Réalisateur: Giuseppe Colizzi
Interprètes: Terence Hill

 

Bud Spencer
Frank Wolff
Gina Rovere
José Manuel Martín
Luis Barboo
 
Année: 1967
Genre: Western
Pays: Italie
Editeur Seven7


Critique:

L'aventurier Cat Stevens a tué le célèbre bandit San Antiono au cours d'un duel dans une maison en flammes. Un an a passé mais Stevens commence à se demander si le criminel n'est pas toujours vivant après une attaque de train qui a tourné au massacre. Avec l'aide de Hutch Bessy, un agent d'assurances, Cat Stevens mène l'enquête.

DIEU PARDONNE MOI PAS marque la première collaboration entre Terence Hill et Bud Spencer qui créent ici les rôles de Cat Stevens et Hutch Bessy, rôles qu'ils reprendront dans les deux films suivants de Guiseppe Colizzi: LES 4 DE L'AVE MARIA et LA COLLINE DES BOTTES.

Le métrage existe dans au moins trois versions: une expurgée de sa violence d'une durée de 95 minutes, une seconde remontée dans les années 90 et qui se veut uniquement comique et, enfin, une édition intégrale (avec les séquences violentes réintégrées) disponible en DVD, par exemple en zone2 chez Seven7. Signalons aussi que le doublage assimile parfois le personnage joué par Terence Hill à Django, une pratique courante à cette époque puisque les faux "Django" ont pullulés à la fin des sixties.

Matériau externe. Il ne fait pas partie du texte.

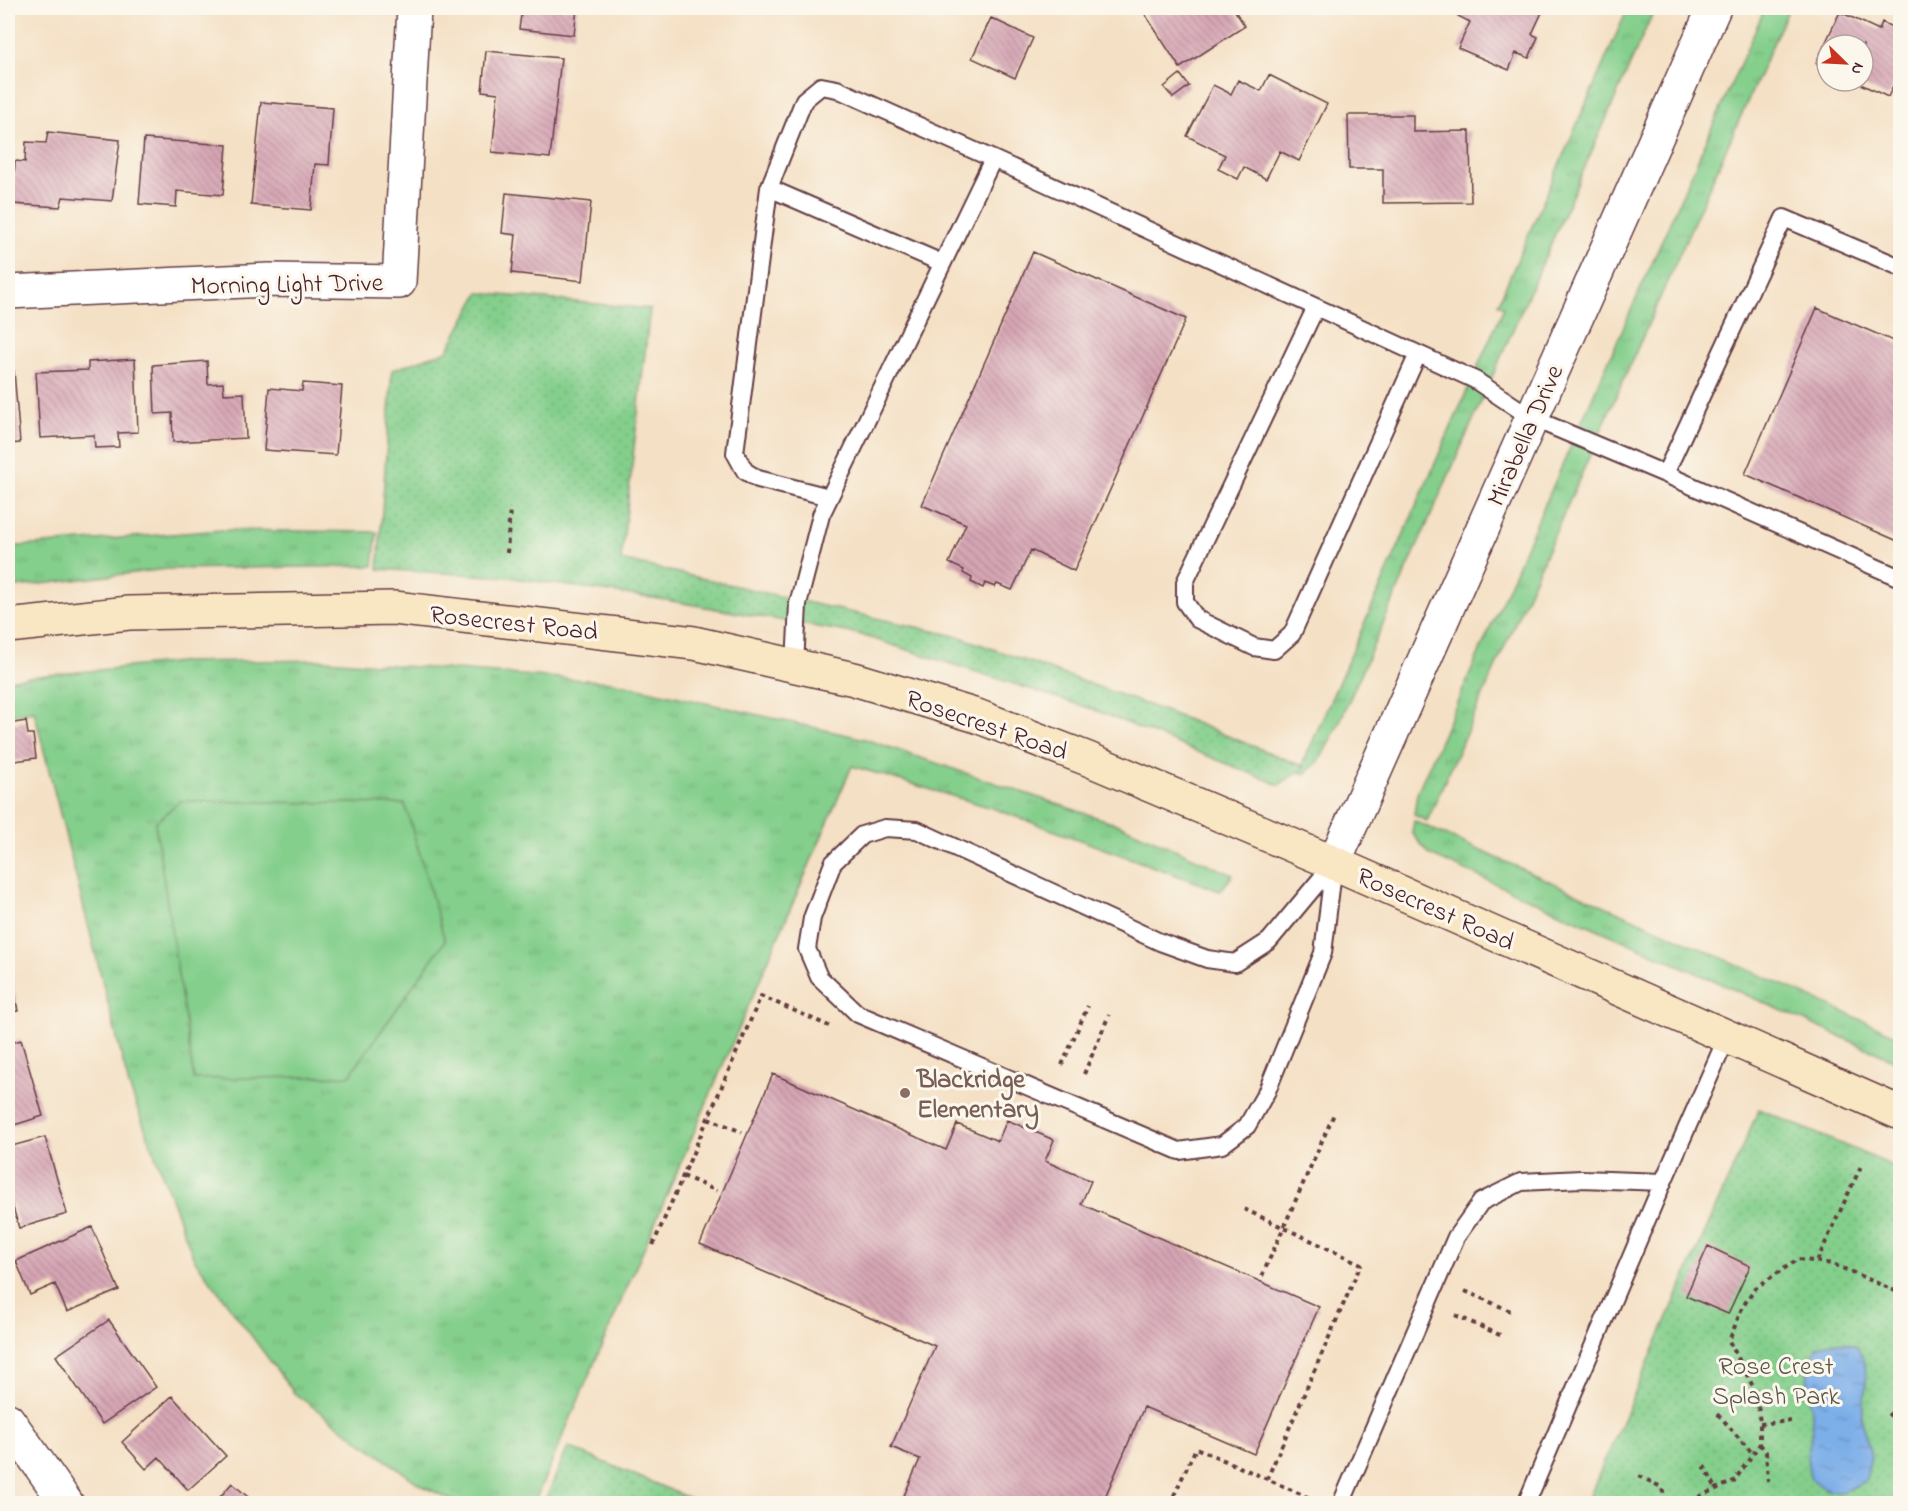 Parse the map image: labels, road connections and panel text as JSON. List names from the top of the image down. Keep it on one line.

Western encore assez classique, ce premier métrage de Colizzi s'inspire clairement du cinéma de Sergio Leone et développe un concept vaguement inspiré du BON, LA BRUTE ET LE TRUAND. Le beau Terence Hill, dans un rôle qui aurait pu parfaitement convenir à Clint Eastwood domine le métrage tandis que Spencer se montre un peu en retrait.

Comme dans la plupart des films du tandem, nous avons droit à quelques bagarres sympathiques et à une bonne dose d'humour, même si celui-ci est encore assez ironique et porté sur le second degré, contrairement à leurs Westerns ultérieurs (en particulier toute la vague "fayot" lancée par le succès de ON L'APPELLE TRINITA). En face de nos deux héros, nous retrouvons Frank Wolff, acteur emblématique du Western italien (IL ETAIT UNE FOIS DANS L'OUEST, LE GRAND SILENCE, TUE LES TOUS ET REVIENS SEUL,…) mais aussi du giallo, hélas précocement disparu puisqu'il s'est suicidé à Rome en 1971.

Avec ce trio le métrage ne pouvait être totalement raté mais, malheureusement, ce sont bien les acteurs - et seulement eux - qui sauvent ce DIEU PARDONNE MOI PAS sinon franchement décevant. En effet, il ne s'y passe pas grand-chose et toute la première partie est occupée par une très banale et très prévisible enquête visant à déterminer si le méchant est toujours vivant ou non. On ne peut pas dire que cela soit vraiment passionnant et c'est d'autant plus regrettable que la première scène (l'arrivée d'un train dont tous les occupants ont été massacrés par les bandits) laissait augurer une œuvre forte et violente.

Le manque de rythme de ce Western n'aide pas à l'apprécier et pourtant la cinématographie est d'un bon niveau: belle mise en scène, photographie soignée, paysages agréables,…bref, tout cela est très professionnel. Dommage toutefois que la musique soit un peu crispante lors de certains passages avec chœurs mais, dans l'ensemble, le tout est assez irréprochable techniquement. L'intrigue, par contre, ne suit pas et il faut attendre près d'une heure pour que les choses s'accélèrent enfin, le cinéaste perdant un temps fou à poser les bases d'un scénario pourtant simpliste.

Ce n'est que lorsque les héros acquièrent la certitude que le méchant joué par Frank Wolff est toujours vivant que le métrage trouve, enfin, son rythme. A partir de ce moment, DIEU PARDONNE MOI PAS devient beaucoup plus fréquentable. Nos deux héros subissent diverses péripéties et sont même torturés (Hill par l'eau et Spencer par le feu) alors que les coups de feu se multiplient. Sans beaucoup de surprise mais avec un bel aplomb, le métrage s'oriente alors tout droit vers un duel final de grande qualité et plutôt violent où intervient à la fois un révolver, un couteau et de la dynamite.

En dépit d'une seconde partie efficace, DIEU PARDONNE MOI PAS n'est donc pas vraiment une réussite: trop long, trop languissant, il ne mérite sans doute qu'une vision polie essentiellement par curiosité historique mais il n'est pas désagréable pour autant. En fait, voici l'exemple typique du Western spaghetti honnête mais qui ne diffère guère de beaucoup d'autres.

A réserver aux inconditionnels, donc.